Data segment:
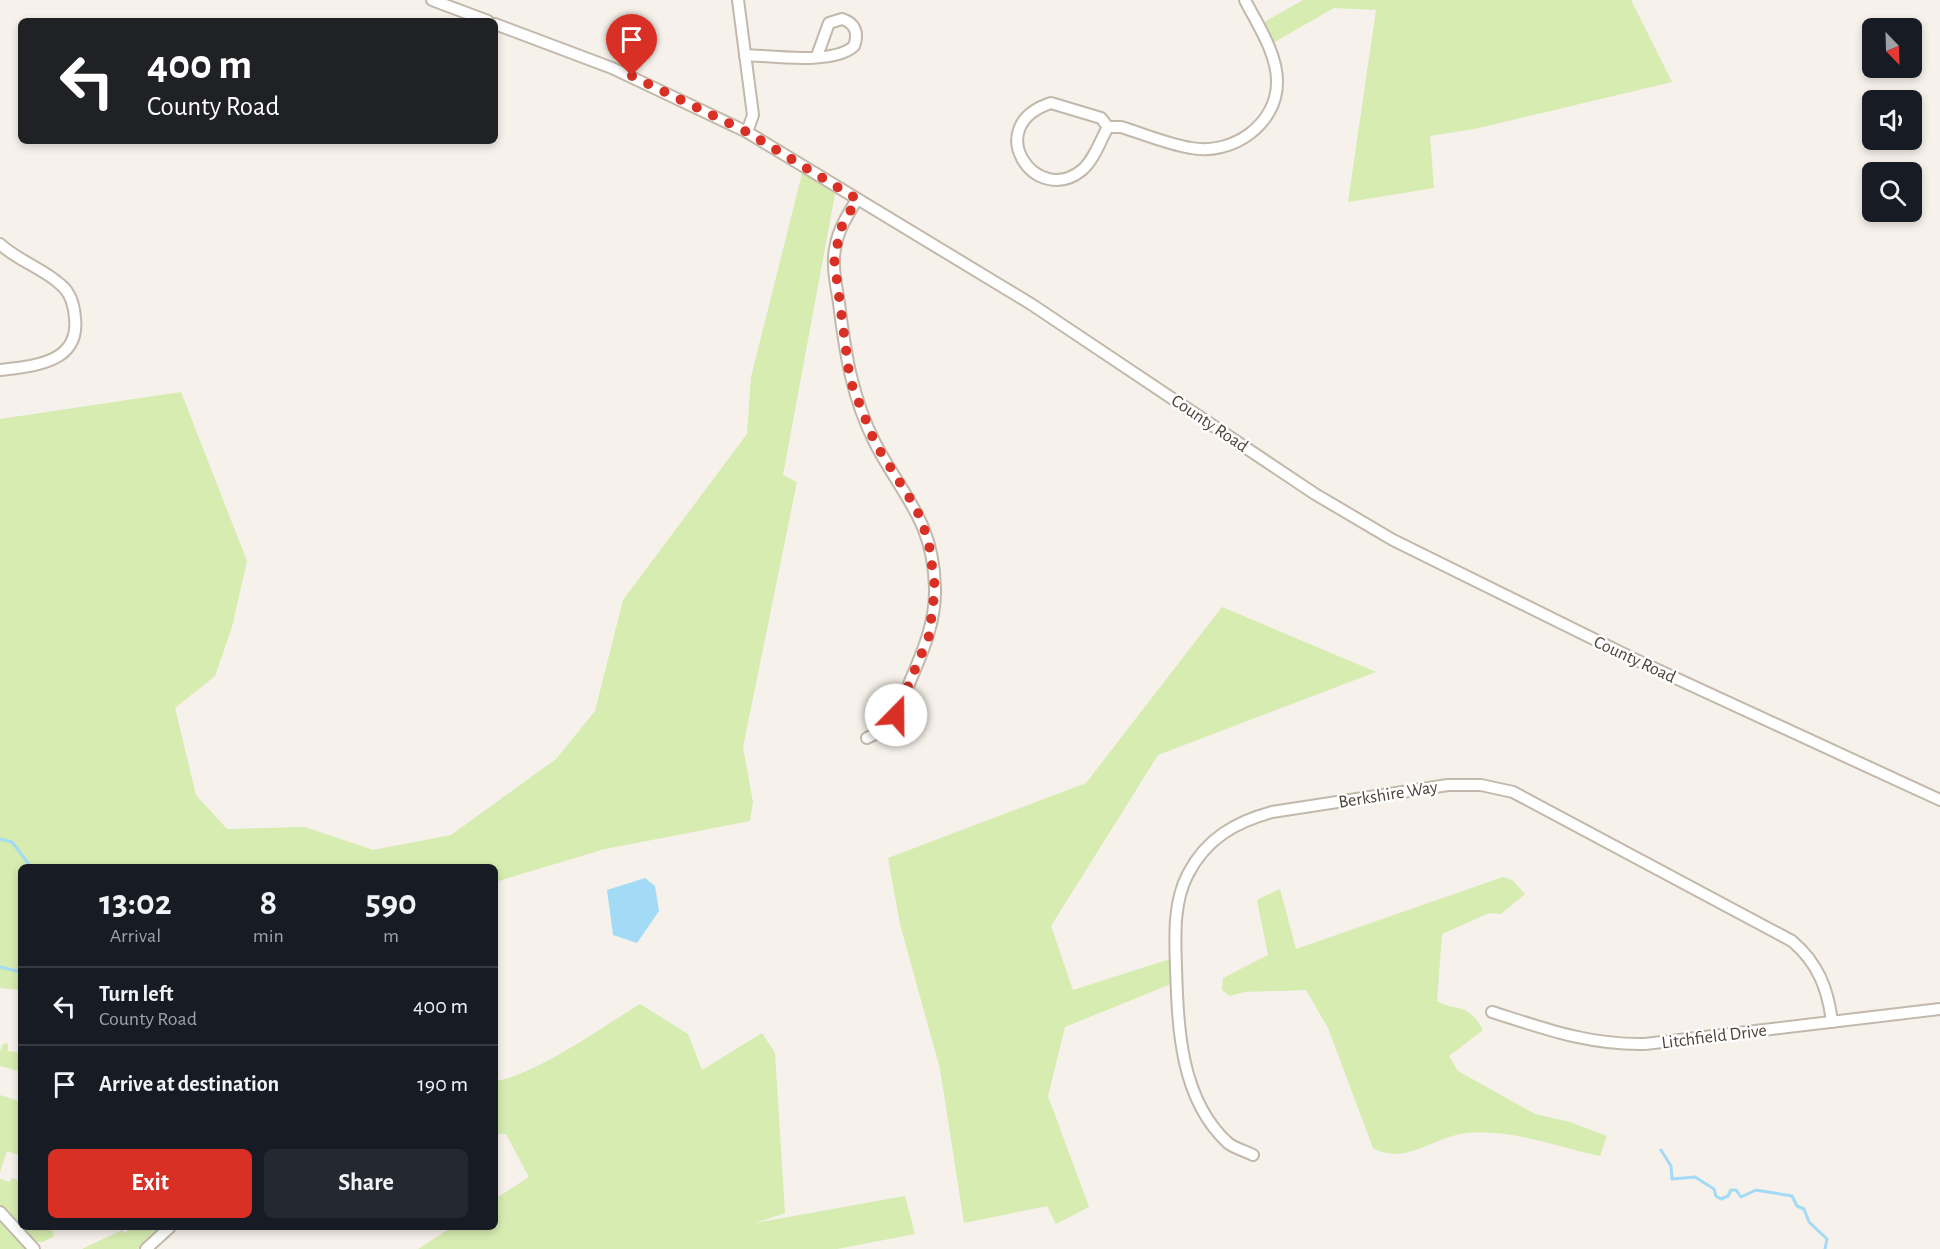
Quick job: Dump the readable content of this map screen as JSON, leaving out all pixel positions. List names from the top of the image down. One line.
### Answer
{"streets":{"street":["County Road","Berkshire Way","Litchfield Drive"]},"crossings":[["Berkshire Way","Litchfield Drive"]],"north":"bottom right","page":{"turn":["400 m","County Road"],"eta":["13:02","Arrival","8","min","590","m"],"list":[{"name":"Turn left","note":"County Road","value":"400 m"},{"name":"Arrive at destination","value":"190 m"}],"buttons":["Exit","Share"]}}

Task to complete:
Leave the pictures out and transcribe the remaining material exactly.

Finished task:
Quick job: Dump the readable content of this map screen as JSON, leaving out all pixel positions. List names from the top of the image down. One line.
### Answer
{"streets":{"street":["County Road","Berkshire Way","Litchfield Drive"]},"crossings":[["Berkshire Way","Litchfield Drive"]],"north":"bottom right","page":{"turn":["400 m","County Road"],"eta":["13:02","Arrival","8","min","590","m"],"list":[{"name":"Turn left","note":"County Road","value":"400 m"},{"name":"Arrive at destination","value":"190 m"}],"buttons":["Exit","Share"]}}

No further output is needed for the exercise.